Care Quality Commission to Clarify Inspection Role
The Care Quality Commission (CQC) has begun distributing information for its inspectors in an attempt to clarify its responsibility for Health and Safety in care homes.
The move comes after an investigation by Environmental Health News (EHN) that uncovered a disagreement between regulators following a prosecution by Wakefield Council. Care Homes Ltd., owners of Stockindale Residential Care Home, were fined £3,300 after EHOs found broken and unsafe window restrictors at the home in August 2014. The home also had urine-soaked carpets, water dripping through the ceiling and water temperatures of over 60 degrees, prompting EHO Helen Atkinson to describe it as “One of the worst I have seen.”

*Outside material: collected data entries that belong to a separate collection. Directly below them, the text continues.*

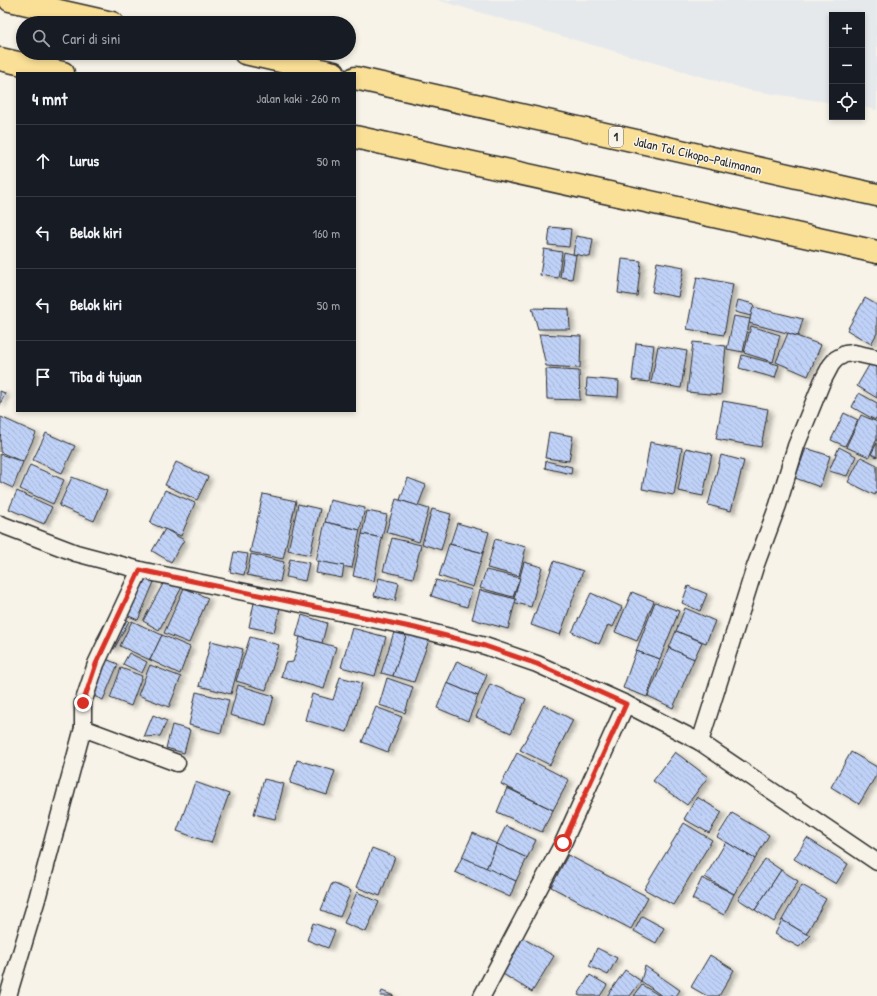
<!DOCTYPE html>
<html lang="id">
<meta charset="utf-8">
<style>
:root{--surface:#171b24;--page:#20242c;--text:#f1f3f6;--muted:#9ea1a6;--line:#363941}
body{margin:0;font-family:"Patrick Hand",sans-serif;background:var(--page);color:var(--text)}
.controls{position:absolute;right:12px;top:12px;display:grid;overflow:hidden;border-radius:0px;box-shadow:0 2px 6px #0003}
.controls button{width:36px;height:36px;display:grid;place-items:center;padding:0;border:0;border-bottom:1px solid var(--line);background:var(--surface);color:var(--text);font:20px sans-serif}
.stop{position:absolute;width:12px;height:12px;margin:-9px;border:3px solid #d93025;border-radius:50%;background:#fff}
.stop.end{background:#d93025;border-color:#fff;box-shadow:0 1px 4px #0008}
.list{margin:0;padding:0;list-style:none}
h2{display:flex;justify-content:space-between;align-items:center;height:52px;margin:0;padding:0 16px;font-size:17px}
h2 small{font-size:13px;font-weight:400;color:var(--muted)}
.list li{display:grid;grid-template-columns:26px 1fr auto;gap:12px;align-items:center;box-sizing:border-box;height:72px;padding:0 16px;border-top:1px solid var(--line)}
.list b{display:block;font-size:15px;white-space:nowrap}
.list em{font-size:13px;font-style:normal;color:var(--muted)}
.icon{flex:none;width:22px;height:22px;fill:none;stroke:currentColor;stroke-width:2;stroke-linecap:round;stroke-linejoin:round}
.map{position:relative;flex:none;width:877px;height:996px;overflow:hidden}
.search{position:absolute;background:var(--surface);box-shadow:0 2px 6px #0003;left:16px;top:16px;width:340px;height:44px;display:flex;align-items:center;gap:10px;box-sizing:border-box;padding:0 14px;border-radius:22px;color:var(--muted);font-size:15px}
.panel{position:absolute;background:var(--surface);box-shadow:0 2px 6px #0003;left:16px;top:72px;width:340px;height:340px;border-radius:0px}
.map>svg:first-child{display:block}
.built{fill:#e6e9ec}
.building{fill:url(#building-back-hatch);stroke:#2b2b2b;filter:url(#shadow)}
.lines{fill:none;stroke-linecap:round;stroke-linejoin:round}
.minor-casing{stroke:#2b2b2b;stroke-width:19}
.motorway-casing{stroke:#2b2b2b;stroke-width:25}
.minor{stroke:#f7f3e8;stroke-width:16}
.motorway{stroke:#fadf96;stroke-width:22}
.route{stroke:#d93025;stroke-width:5}
.labels{text-anchor:middle;stroke-width:3;stroke-linejoin:round;paint-order:stroke}
.shield{fill:#f7f3e8;stroke:#686764;stroke-width:1}
.shield-label{font-size:12px;font-weight:bold;fill:#2b2b2b}
.street-label{font-size:13px;fill:#2b2b2b;stroke:#f7f3e8}
</style>
<div class="map">
<svg width="877" height="996" viewBox="0 0 877 996">
<defs>
<pattern id="building-back-hatch" width="6" height="6" patternUnits="userSpaceOnUse"><rect width="6" height="6" fill="#bfd1f7"/><path d="M-1 5l2 2M0 0l6 6M5-1l2 2" fill="none" stroke="#a4b4d4"/></pattern>
<filter id="shadow"><feDropShadow dx="4.5" dy="2.5" stdDeviation="2" flood-color="#0004"/></filter>
</defs>
<rect width="100%" height="100%" fill="#f7f3e8"/>
<filter id="ink" filterUnits="userSpaceOnUse"><feTurbulence type="fractalNoise" baseFrequency=".025" numOctaves="2"/><feDisplacementMap in="SourceGraphic" scale="8" xChannelSelector="R" yChannelSelector="G"/><feConvolveMatrix kernelMatrix="1 2 1 2 8 2 1 2 1" color-interpolation-filters="sRGB"/></filter>
<g filter="url(#ink)">
<!-- built -->
<polygon class="built" points="437,0 877,0 877,110 862,107 862,15 832,15 832,103 748,90"/>
<!-- building -->
<g class="building">
<polygon points="550,227 571,229 569,247 548,245"/>
<polygon points="576,236 593,239 590,257 573,254"/>
<polygon points="544,249 562,252 558,278 540,275"/>
<polygon points="564,252 576,255 572,279 560,277"/>
<polygon points="622,259 641,261 637,296 618,293"/>
<polygon points="657,262 684,267 678,297 652,292"/>
<polygon points="697,277 733,284 724,335 687,329"/>
<polygon points="865,298 877,305 877,333 871,344 847,330"/>
<polygon points="738,300 754,304 751,316 735,312"/>
<polygon points="753,307 803,319 798,336 749,323"/>
<polygon points="532,308 569,309 570,329 538,329"/>
<polygon points="734,316 750,319 743,352 727,349"/>
<polygon points="751,326 780,335 773,362 744,353"/>
<polygon points="788,333 821,345 808,376 776,362"/>
<polygon points="539,334 581,336 580,368 546,366"/>
<polygon points="693,342 726,346 721,395 687,392"/>
<polygon points="636,343 654,345 649,382 632,380"/>
<polygon points="658,346 687,351 681,388 651,383"/>
<polygon points="742,355 779,365 775,378 739,368"/>
<polygon points="872,360 877,363 877,398 857,386"/>
<polygon points="546,369 579,371 580,400 547,399"/>
<polygon points="587,378 619,381 618,397 586,395"/>
<polygon points="0,391 5,393 0,405"/>
<polygon points="859,393 877,403 877,416 875,420 852,407"/>
<polygon points="723,401 768,409 761,447 716,439"/>
<polygon points="844,413 858,420 845,446 831,440"/>
<polygon points="861,415 877,422 877,439 869,457 846,447"/>
<polygon points="1,417 36,433 23,462 0,452"/>
<polygon points="549,432 573,436 569,461 545,458"/>
<polygon points="46,433 75,446 62,473 33,460"/>
<polygon points="650,442 682,448 674,495 642,489"/>
<polygon points="877,443 877,457 871,454"/>
<polygon points="839,447 856,456 847,476 829,471"/>
<polygon points="686,448 712,454 703,496 678,491"/>
<polygon points="806,448 830,456 820,487 795,478"/>
<polygon points="0,454 23,462 13,488 0,482"/>
<polygon points="721,455 744,461 731,511 708,505"/>
<polygon points="861,457 877,465 877,490 875,495 848,482"/>
<polygon points="546,461 572,467 571,474 545,468"/>
<polygon points="176,462 208,477 197,500 165,485"/>
<polygon points="30,465 64,480 53,504 20,489"/>
<polygon points="72,477 107,491 94,521 59,506"/>
<polygon points="408,478 426,485 418,506 400,500"/>
<polygon points="165,490 195,503 181,536 150,523"/>
<polygon points="17,491 52,507 44,524 9,509"/>
<polygon points="263,494 296,501 283,559 250,552"/>
<polygon points="396,499 429,509 419,542 386,532"/>
<polygon points="330,500 365,508 360,530 325,522"/>
<polygon points="298,504 320,509 310,555 288,550"/>
<polygon points="432,509 451,514 441,550 422,544"/>
<polygon points="367,511 387,515 382,538 362,534"/>
<polygon points="325,522 360,530 352,568 316,561"/>
<polygon points="457,523 489,532 483,553 450,544"/>
<polygon points="165,529 184,540 171,562 152,551"/>
<polygon points="362,534 382,538 374,581 353,576"/>
<polygon points="392,538 421,545 413,578 383,571"/>
<polygon points="495,539 526,547 519,576 487,568"/>
<polygon points="449,544 483,553 473,587 439,576"/>
<polygon points="234,552 248,554 244,575 230,572"/>
<polygon points="251,554 284,562 280,582 247,575"/>
<polygon points="290,559 309,563 305,581 286,577"/>
<polygon points="318,561 344,566 342,578 316,573"/>
<polygon points="554,561 583,571 560,635 531,625"/>
<polygon points="524,562 542,567 531,607 513,602"/>
<polygon points="486,570 520,578 513,597 480,588"/>
<polygon points="131,572 154,582 138,620 115,610"/>
<polygon points="379,578 399,583 395,601 374,596"/>
<polygon points="436,580 472,590 467,607 431,596"/>
<polygon points="164,582 182,587 159,630 143,621"/>
<polygon points="688,586 707,594 700,611 682,603"/>
<polygon points="184,588 208,598 189,643 164,633"/>
<polygon points="480,590 516,599 508,629 472,619"/>
<polygon points="632,592 654,601 637,641 615,632"/>
<polygon points="591,593 622,607 613,627 608,625 599,644 572,632"/>
<polygon points="655,602 679,611 660,659 636,651"/>
<polygon points="254,603 280,608 274,632 249,627"/>
<polygon points="685,608 715,621 706,643 676,631"/>
<polygon points="111,612 129,621 114,649 96,640"/>
<polygon points="302,615 327,623 322,643 296,636"/>
<polygon points="132,621 162,635 150,660 120,646"/>
<polygon points="352,628 386,637 375,676 341,667"/>
<polygon points="395,629 407,633 393,676 381,673"/>
<polygon points="676,631 702,642 694,659 669,648"/>
<polygon points="407,633 429,640 414,682 393,676"/>
<polygon points="162,635 190,647 180,674 150,660"/>
<polygon points="250,637 279,645 266,690 236,681"/>
<polygon points="300,637 336,647 324,689 281,677 285,663 293,662"/>
<polygon points="211,641 243,649 231,694 199,686"/>
<polygon points="669,648 694,659 673,708 648,696"/>
<polygon points="636,651 660,659 647,697 623,688"/>
<polygon points="129,653 147,662 142,673 123,664"/>
<polygon points="94,654 118,664 103,700 80,690"/>
<polygon points="457,661 487,675 478,696 447,683"/>
<polygon points="150,665 181,677 169,707 138,695"/>
<polygon points="121,668 142,676 131,706 110,698"/>
<polygon points="340,677 362,683 347,732 305,720 312,694 333,700"/>
<polygon points="387,678 413,687 405,713 379,705"/>
<polygon points="447,683 478,696 468,721 437,708"/>
<polygon points="490,684 526,699 511,733 476,717"/>
<polygon points="238,685 274,696 266,725 230,715"/>
<polygon points="196,692 229,700 221,733 189,725"/>
<polygon points="544,705 573,720 550,765 520,750"/>
<polygon points="376,707 402,717 388,752 362,742"/>
<polygon points="153,715 167,721 160,736 144,737"/>
<polygon points="172,725 190,730 184,753 166,748"/>
<polygon points="675,752 708,777 687,805 653,781"/>
<polygon points="851,752 877,767 877,774 859,804 831,787"/>
<polygon points="517,753 569,780 553,810 501,784"/>
<polygon points="297,760 335,771 327,795 290,783"/>
<polygon points="264,779 284,784 275,819 254,814"/>
<polygon points="195,782 229,794 211,843 177,831"/>
<polygon points="507,788 553,810 542,832 497,812"/>
<polygon points="697,797 722,812 709,833 684,819"/>
<polygon points="732,813 769,835 755,859 717,837"/>
<polygon points="684,823 712,840 673,905 644,889"/>
<polygon points="506,826 536,840 527,858 497,844"/>
<polygon points="473,833 497,844 486,869 462,857"/>
<polygon points="807,838 848,864 836,884 794,859"/>
<polygon points="726,842 755,859 734,894 705,877"/>
<polygon points="497,844 527,858 516,881 486,869"/>
<polygon points="372,848 395,857 380,896 356,887"/>
<polygon points="568,855 648,897 631,929 551,887"/>
<polygon points="462,857 516,881 510,897 455,872"/>
<polygon points="765,859 781,870 755,910 738,899"/>
<polygon points="781,870 798,881 774,922 755,910"/>
<polygon points="702,878 734,894 724,915 692,899"/>
<polygon points="332,883 351,891 340,917 321,910"/>
<polygon points="802,885 826,899 806,934 782,920"/>
<polygon points="357,892 379,902 366,932 344,923"/>
<polygon points="642,916 664,928 656,943 634,931"/>
<polygon points="782,920 806,934 811,935 799,947 775,934"/>
<polygon points="313,923 335,931 328,948 307,940"/>
<polygon points="519,936 554,956 532,992 498,971"/>
<polygon points="597,948 617,958 608,975 589,966"/>
<polygon points="710,955 734,970 719,996 707,996 691,987"/>
<polygon points="645,966 680,990 676,996 662,996 641,981"/>
<polygon points="625,970 641,981 630,996 607,996"/>
<polygon points="590,975 607,985 600,996 580,996 578,995"/>
<polygon points="642,985 660,996 634,996"/>
<polygon points="382,991 394,996 380,996"/>
</g>
<g class="lines">
<!-- minor casing -->
<g class="minor-casing">
<g id="minor">
<polyline points="0,524 76,553 140,570 415,628 485,646 537,664 626,704 700,742 877,862"/>
<polyline points="140,570 96,664 83,703 83,728 177,763"/>
<polyline points="700,742 755,567 778,505 796,446 822,382 831,365 836,359 845,354 854,353 877,358"/>
<polyline points="8,996 37,899 83,728"/>
<polyline points="482,996 563,843 626,704"/>
</g>
</g>
<!-- motorway casing -->
<g class="motorway-casing">
<g id="motorway">
<polyline points="10,0 112,23"/>
<polyline points="245,53 334,73"/>
<polyline points="0,59 63,73"/>
<polyline points="355,78 877,195"/>
<polyline points="355,137 877,252"/>
</g>
</g>
<!-- minor -->
<use href="#minor" class="minor"/>
<!-- motorway -->
<use href="#motorway" class="motorway"/>
</g>
</g>
<g class="lines" filter="url(#ink)">
<!-- route -->
<polyline class="route" points="83,703 96,664 140,570 415,628 485,646 537,664 626,704 563,843"/>
</g>
<g class="labels">
<!-- shield labels -->
<rect class="shield" x="609" y="127" width="14" height="20" rx="3"/>
<g class="shield-label">
<text x="616" y="141">1</text>
</g>
<!-- street labels -->
<g class="street-label">
<text transform="translate(698 155) rotate(13)" y="5">Jalan Tol Cikopo–Palimanan</text>
</g>
</g>
</svg>
<div class="controls">
<button>+</button>
<button>−</button>
<button><svg class="icon" aria-label="locate" viewBox="0 0 24 24"><circle cx="12" cy="12" r="6"/><path d="M12 2v4M12 18v4M2 12h4M18 12h4"/></svg></button>
</div>
<div class="stop" style="left:563px;top:843px"></div>
<div class="stop end" style="left:83px;top:703px"></div>
<div class="search"><svg class="icon" aria-label="search" viewBox="0 0 24 24"><circle cx="10" cy="10" r="6"/><path d="M15 15l6 6"/></svg>Cari di sini</div>
<section class="panel">
<h2>4 mnt<small>Jalan kaki · 260 m</small></h2>
<ul class="list">
<li><svg class="icon" aria-label="ahead" viewBox="0 0 24 24"><path d="M12 20V5M6 11l6-6 6 6"/></svg><div><b>Lurus</b></div><em>50 m</em></li>
<li><svg class="icon" aria-label="left" viewBox="0 0 24 24"><path d="M17 20v-9H6M10 6l-5 5 5 5"/></svg><div><b>Belok kiri</b></div><em>160 m</em></li>
<li><svg class="icon" aria-label="left" viewBox="0 0 24 24"><path d="M17 20v-9H6M10 6l-5 5 5 5"/></svg><div><b>Belok kiri</b></div><em>50 m</em></li>
<li><svg class="icon" aria-label="arrive" viewBox="0 0 24 24"><path d="M6 21V4h12l-3 4 3 4H6"/></svg><div><b>Tiba di tujuan</b></div></li>
</ul>
</section>
</div>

After the court case a CQC spokesperson told EHN: “Should a similar situation arise now we would still refer to the local authority due to there being a general breach of national health and safety guidance.” The statement contradicts a change in procedure which from 1 April saw CQC given the responsibility for Health and Safety covering care home residents with local authorities, and the HSE keeping their role covering employees. Since the change, EHPs have questioned CQC inspectors’ ability to carry out thorough health and safety inspections, something head of regional engagement Nick Kerswell is aware of. “We are currently working closely with HSE in particular to help us develop those capabilities through training and through a network of buddies who provide mentor support to our inspectors,” he told EHN. “We are focusing first on our regional managers and a team of specialised inspectors so that they can advise, cascade training and share their knowledge with their colleagues. The HSE buddies, and our specialised inspectors, are there to provide practical support while we continue to train and develop all of our inspectors.”
The HSE has highlighted falls from insecure windows in care homes as a major concern.